[Start of section]

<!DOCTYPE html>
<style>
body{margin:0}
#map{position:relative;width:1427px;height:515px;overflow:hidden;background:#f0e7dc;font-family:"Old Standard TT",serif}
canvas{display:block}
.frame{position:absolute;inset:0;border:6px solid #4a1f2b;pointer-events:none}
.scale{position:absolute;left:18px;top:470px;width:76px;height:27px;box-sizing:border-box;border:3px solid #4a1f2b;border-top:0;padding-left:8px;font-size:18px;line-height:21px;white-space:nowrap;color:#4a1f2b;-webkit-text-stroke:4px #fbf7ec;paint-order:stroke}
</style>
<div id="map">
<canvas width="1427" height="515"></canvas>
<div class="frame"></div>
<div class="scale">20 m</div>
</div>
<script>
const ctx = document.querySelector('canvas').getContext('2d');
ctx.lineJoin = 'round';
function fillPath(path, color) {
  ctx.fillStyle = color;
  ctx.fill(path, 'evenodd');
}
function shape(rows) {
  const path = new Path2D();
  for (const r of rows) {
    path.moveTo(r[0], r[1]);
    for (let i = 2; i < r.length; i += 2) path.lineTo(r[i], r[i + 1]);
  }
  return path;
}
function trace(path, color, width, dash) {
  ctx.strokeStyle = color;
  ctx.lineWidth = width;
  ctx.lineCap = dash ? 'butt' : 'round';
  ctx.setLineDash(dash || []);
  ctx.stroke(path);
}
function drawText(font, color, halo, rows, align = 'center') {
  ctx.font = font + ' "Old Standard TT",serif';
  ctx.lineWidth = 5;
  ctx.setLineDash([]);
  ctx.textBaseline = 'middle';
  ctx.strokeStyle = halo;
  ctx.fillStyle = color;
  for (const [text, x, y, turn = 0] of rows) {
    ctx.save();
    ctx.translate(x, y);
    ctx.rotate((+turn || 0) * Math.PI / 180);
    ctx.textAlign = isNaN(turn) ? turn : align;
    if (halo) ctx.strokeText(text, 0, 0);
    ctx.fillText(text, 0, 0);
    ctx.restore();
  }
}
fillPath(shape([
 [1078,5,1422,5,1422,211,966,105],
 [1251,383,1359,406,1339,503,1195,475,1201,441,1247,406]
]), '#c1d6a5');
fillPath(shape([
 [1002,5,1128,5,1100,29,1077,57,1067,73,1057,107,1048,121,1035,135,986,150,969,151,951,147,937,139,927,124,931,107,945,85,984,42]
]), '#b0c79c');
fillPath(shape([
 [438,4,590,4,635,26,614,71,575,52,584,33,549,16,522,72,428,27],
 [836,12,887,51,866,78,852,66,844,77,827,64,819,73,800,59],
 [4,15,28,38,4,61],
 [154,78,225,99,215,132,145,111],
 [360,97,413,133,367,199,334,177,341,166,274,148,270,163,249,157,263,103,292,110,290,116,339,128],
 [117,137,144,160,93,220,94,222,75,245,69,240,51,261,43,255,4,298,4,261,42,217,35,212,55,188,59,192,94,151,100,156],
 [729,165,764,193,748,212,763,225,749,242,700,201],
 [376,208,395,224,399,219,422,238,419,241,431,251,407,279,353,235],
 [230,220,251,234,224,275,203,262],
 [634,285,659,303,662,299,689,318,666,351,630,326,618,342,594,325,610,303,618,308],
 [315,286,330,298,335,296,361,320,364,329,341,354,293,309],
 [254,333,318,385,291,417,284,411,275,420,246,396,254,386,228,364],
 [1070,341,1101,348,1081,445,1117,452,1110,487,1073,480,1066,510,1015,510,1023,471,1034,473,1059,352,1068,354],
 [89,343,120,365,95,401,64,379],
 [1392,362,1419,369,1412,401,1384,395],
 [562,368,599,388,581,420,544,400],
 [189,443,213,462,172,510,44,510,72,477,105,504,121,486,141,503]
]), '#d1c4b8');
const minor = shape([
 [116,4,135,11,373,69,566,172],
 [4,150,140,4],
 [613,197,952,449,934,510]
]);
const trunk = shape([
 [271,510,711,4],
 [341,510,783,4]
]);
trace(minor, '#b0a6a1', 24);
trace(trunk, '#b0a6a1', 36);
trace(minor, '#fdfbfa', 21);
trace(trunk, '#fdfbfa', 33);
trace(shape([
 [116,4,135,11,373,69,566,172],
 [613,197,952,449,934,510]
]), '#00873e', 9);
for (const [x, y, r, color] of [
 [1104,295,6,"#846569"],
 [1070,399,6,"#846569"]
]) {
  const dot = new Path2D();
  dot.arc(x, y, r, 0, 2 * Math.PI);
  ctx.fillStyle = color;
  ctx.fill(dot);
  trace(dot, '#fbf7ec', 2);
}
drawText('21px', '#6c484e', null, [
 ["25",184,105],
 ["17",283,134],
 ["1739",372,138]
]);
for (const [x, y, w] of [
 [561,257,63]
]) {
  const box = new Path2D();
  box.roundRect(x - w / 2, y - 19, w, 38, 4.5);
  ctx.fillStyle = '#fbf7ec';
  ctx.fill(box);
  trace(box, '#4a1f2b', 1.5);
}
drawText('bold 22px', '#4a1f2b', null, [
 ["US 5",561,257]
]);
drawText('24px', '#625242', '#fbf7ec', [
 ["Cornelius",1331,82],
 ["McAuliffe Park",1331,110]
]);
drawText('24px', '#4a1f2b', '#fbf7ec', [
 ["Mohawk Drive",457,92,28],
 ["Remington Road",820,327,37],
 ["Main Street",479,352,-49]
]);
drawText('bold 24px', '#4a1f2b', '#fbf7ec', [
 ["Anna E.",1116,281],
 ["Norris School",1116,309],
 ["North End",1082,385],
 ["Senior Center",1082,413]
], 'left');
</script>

[End of section]

YOUR INSTRUCTIONS.
Find the word "strokeStyle" in the entries. Copy each line that holds it.

OUTPUT.
  ctx.strokeStyle = color;
  ctx.strokeStyle = halo;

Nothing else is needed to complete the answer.